Records from a collection =>
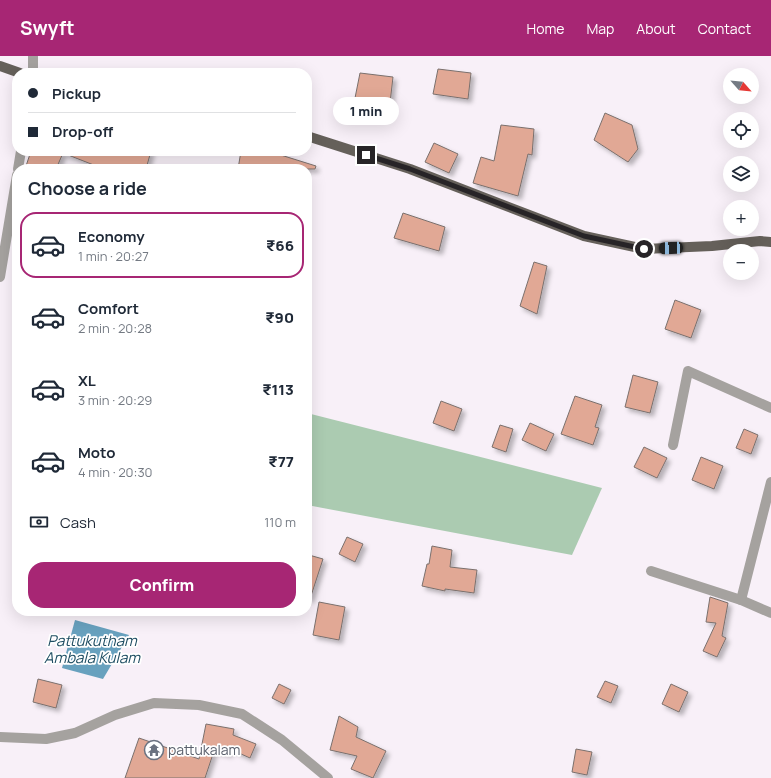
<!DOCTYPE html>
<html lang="en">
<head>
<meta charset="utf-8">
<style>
  body { margin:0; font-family:Manrope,sans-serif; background:#f2f2f3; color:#1f2937; height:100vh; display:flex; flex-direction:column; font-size:15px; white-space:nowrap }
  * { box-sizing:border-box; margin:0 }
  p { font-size:13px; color:#747a83 }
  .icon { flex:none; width:22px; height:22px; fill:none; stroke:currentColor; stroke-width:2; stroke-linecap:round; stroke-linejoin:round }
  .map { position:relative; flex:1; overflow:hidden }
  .side { position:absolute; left:12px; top:108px; width:300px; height:452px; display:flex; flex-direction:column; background:#fff; border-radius:16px; box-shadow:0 4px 16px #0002 }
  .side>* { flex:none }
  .guide { position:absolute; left:12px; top:12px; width:300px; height:88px; border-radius:16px; box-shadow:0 4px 16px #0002; display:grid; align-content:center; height:88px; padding:0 16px; background:#fff }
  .needle { width:26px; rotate:117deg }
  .fabs { position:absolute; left:723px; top:12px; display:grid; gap:8px }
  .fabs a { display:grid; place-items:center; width:36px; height:36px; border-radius:50%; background:#fff; box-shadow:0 4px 16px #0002; font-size:20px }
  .end { position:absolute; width:18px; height:18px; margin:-9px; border:5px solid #272427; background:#fff; box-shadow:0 0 0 2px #fff }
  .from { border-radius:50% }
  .bubble { position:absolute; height:28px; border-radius:14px; background:#fff; box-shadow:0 4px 16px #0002; font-size:13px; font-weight:800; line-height:28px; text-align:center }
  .car { position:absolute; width:12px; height:24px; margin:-12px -6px; border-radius:5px; box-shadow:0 0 3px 1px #0007; background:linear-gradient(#222 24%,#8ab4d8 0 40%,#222 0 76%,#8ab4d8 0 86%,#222 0) }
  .guide b { display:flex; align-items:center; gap:14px; height:38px; font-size:15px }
  .guide b+b { border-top:1px solid #e0e1e3 }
  .guide i { width:10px; height:10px; background:#1f2937 }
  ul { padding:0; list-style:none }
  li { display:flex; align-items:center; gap:12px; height:66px; margin:0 8px 6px; padding:0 8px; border:2px solid transparent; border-radius:16px }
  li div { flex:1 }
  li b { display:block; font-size:15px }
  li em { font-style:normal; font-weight:800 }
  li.selected { border-color:#a72674 }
  li>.icon { width:36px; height:36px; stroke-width:1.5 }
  h2 { padding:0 16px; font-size:18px; line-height:48px }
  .pay { display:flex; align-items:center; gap:10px; height:44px; padding:0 16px; font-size:15px }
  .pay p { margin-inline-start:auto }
  .action { display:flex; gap:8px; margin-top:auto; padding:8px 16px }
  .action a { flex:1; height:46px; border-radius:16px; background:#a72674; color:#fff; font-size:16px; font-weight:800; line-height:46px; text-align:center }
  header { display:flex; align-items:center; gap:24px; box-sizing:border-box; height:56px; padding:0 20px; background:#a72674; color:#fff }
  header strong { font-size:19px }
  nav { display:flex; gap:22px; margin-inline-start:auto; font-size:14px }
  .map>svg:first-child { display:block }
  .green { fill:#abcbb1 }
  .water { fill:#68a1be }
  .building { fill:#e1a895; stroke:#7a706d; filter:url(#shadow) }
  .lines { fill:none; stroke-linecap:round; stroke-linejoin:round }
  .minor { stroke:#a5a29f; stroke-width:10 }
  .primary { stroke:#65605a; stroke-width:10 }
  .route { stroke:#272427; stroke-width:5 }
  .labels { text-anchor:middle; stroke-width:3.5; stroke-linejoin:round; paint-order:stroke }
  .worship-label { font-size:14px; fill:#5b616d; stroke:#fff; text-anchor:start }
  .water-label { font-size:15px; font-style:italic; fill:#1e4d62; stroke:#fff }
</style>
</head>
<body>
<header>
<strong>Swyft</strong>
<nav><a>Home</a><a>Map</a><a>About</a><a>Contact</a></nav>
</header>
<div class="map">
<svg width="771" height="722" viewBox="0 0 771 722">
  <defs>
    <filter id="shadow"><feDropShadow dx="3.5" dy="3.5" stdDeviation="2" flood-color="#0004"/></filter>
  </defs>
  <rect width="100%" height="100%" fill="#f8f0f8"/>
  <!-- green -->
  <path class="green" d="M307 357 602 432 572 499 307 449Z"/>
  <!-- water -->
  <path class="water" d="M75 564 129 579 103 623 62 612Z"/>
  <!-- building -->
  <g class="building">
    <path d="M438 13 471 17 468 43 433 38Z"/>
    <path d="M360 17 393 21 390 47 355 42Z"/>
    <path d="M605 57 632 69 638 93 628 106 594 84Z"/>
    <path d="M501 69 534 73 532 99 528 98 518 140 473 127 481 101 494 105Z"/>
    <path d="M434 87 458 98 449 117 425 106Z"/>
    <path d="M31 95H151L146 113H104L63 97 56 113H25Z"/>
    <path d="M241 95H268L316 110 315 113H238Z"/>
    <path d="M403 157 445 171 439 195 394 182Z"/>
    <path d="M534 206 547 210 537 258 520 250Z"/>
    <path d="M675 244 701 254 691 282 665 273Z"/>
    <path d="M633 319 658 326 650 357 625 351Z"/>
    <path d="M575 340 602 349 595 371 599 372 593 389 561 378Z"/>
    <path d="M441 345 462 353 454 375 433 367Z"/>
    <path d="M530 367 554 378 546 395 522 384Z"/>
    <path d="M500 369 513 373 506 396 492 391Z"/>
    <path d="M744 373 758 379 751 398 736 392Z"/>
    <path d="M644 391 667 402 657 422 634 411Z"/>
    <path d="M701 401 723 410 714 433 692 424Z"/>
    <path d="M347 481 363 488 355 506 339 498Z"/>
    <path d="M432 490 452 494 450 511 477 514 474 537 445 533V535L422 530 427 508H429Z"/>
    <path d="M309 499 323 503 310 543H307V506Z"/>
    <path d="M710 541 728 547 722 580 726 582 717 601 703 595 716 567 706 566Z"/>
    <path d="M319 546 345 551 339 584 313 579Z"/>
    <path d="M38 623 62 629 56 652 33 646Z"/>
    <path d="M605 625 618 630 611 647 597 641Z"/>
    <path d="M279 628 291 634 284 648 272 642Z"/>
    <path d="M671 628 688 636 679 656 662 648Z"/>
    <path d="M339 660 358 671 356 681 386 695 373 722 351 713 357 700 330 694Z"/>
    <path d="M206 668 234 673 233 679 256 688 250 702 230 693 229 698 214 695 205 722H125L139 682 199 703Z"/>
    <path d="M576 693 592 696 587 719 572 716Z"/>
  </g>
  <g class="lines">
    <!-- minor -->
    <g class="minor">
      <path d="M33 0V17"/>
      <path d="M18 113 21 95"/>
      <path d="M0 221 17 119"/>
      <path d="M673 389 688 315 771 352"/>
      <path d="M771 426 741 544 771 557"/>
      <path d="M651 515 741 544"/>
      <path d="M0 681 46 683 75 677 115 659 154 647 199 649 242 658 282 684 328 722"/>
    </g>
    <!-- primary -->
    <g class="primary">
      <path d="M0 10 20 17"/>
      <path d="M307 80 410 113 584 180 644 193 712 190 760 185 771 186"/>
    </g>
  </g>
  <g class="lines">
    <!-- route -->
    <path class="route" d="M366 99 410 113 584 180 644 193"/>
  </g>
  <!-- icons -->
  <defs>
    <g id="temple-ring" transform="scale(1)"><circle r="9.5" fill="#fff" stroke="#6b7280" stroke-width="1.5"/><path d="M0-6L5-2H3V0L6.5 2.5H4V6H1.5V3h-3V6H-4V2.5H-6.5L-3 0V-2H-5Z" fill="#6b7280"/></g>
  </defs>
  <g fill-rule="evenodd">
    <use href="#temple-ring" x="154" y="694"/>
  </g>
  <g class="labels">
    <!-- worship labels -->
    <g class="worship-label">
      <text x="168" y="699">pattukalam</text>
    </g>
    <!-- water labels -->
    <g class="water-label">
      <text x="92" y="590">Pattukutham<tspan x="92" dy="17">Ambala Kulam</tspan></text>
    </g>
  </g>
</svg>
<div class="fabs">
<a><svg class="needle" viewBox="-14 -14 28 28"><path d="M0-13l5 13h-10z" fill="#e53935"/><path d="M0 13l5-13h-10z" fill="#747a83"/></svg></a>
<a><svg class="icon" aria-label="locate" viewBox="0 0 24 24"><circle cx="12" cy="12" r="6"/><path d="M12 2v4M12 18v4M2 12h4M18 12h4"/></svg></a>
<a><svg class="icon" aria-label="layers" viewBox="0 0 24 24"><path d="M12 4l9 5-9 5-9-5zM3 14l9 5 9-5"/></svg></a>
<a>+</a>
<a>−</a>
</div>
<i class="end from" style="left:644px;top:193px"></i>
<i class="end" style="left:366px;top:99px"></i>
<div class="bubble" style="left:333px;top:41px;width:66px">1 min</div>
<i class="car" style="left:671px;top:192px;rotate:268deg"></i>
<div class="guide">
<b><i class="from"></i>Pickup</b>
<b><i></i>Drop-off</b>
</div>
<section class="side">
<h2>Choose a ride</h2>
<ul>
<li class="selected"><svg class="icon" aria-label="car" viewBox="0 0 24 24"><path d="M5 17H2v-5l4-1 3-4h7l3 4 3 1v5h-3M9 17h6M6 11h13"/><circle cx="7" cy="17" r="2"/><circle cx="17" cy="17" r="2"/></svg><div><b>Economy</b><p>1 min · 20:27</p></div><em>₹66</em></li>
<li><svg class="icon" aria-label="car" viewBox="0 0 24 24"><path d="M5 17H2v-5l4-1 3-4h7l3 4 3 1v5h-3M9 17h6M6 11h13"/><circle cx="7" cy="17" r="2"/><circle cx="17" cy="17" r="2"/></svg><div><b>Comfort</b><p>2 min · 20:28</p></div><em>₹90</em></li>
<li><svg class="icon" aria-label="car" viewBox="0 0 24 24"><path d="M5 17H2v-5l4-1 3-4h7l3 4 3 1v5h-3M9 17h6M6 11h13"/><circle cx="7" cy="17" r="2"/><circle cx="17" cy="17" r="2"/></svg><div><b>XL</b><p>3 min · 20:29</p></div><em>₹113</em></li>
<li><svg class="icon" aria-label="car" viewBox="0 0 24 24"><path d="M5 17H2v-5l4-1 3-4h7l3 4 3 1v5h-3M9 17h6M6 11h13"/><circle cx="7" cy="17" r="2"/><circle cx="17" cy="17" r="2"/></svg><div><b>Moto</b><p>4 min · 20:30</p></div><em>₹77</em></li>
</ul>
<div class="pay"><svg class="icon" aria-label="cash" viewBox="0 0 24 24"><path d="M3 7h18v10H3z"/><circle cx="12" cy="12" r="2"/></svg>Cash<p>110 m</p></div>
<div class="action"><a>Confirm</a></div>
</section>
</div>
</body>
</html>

Exercise objective => Lines with "absolute": find them in the data and copy each one.

Solution to this problem =>
  .side { position:absolute; left:12px; top:108px; width:300px; height:452px; display:flex; flex-direction:column; background:#fff; border-radius:16px; box-shadow:0 4px 16px #0002 }
  .guide { position:absolute; left:12px; top:12px; width:300px; height:88px; border-radius:16px; box-shadow:0 4px 16px #0002; display:grid; align-content:center; height:88px; padding:0 16px; background:#fff }
  .fabs { position:absolute; left:723px; top:12px; display:grid; gap:8px }
  .end { position:absolute; width:18px; height:18px; margin:-9px; border:5px solid #272427; background:#fff; box-shadow:0 0 0 2px #fff }
  .bubble { position:absolute; height:28px; border-radius:14px; background:#fff; box-shadow:0 4px 16px #0002; font-size:13px; font-weight:800; line-height:28px; text-align:center }
  .car { position:absolute; width:12px; height:24px; margin:-12px -6px; border-radius:5px; box-shadow:0 0 3px 1px #0007; background:linear-gradient(#222 24%,#8ab4d8 0 40%,#222 0 76%,#8ab4d8 0 86%,#222 0) }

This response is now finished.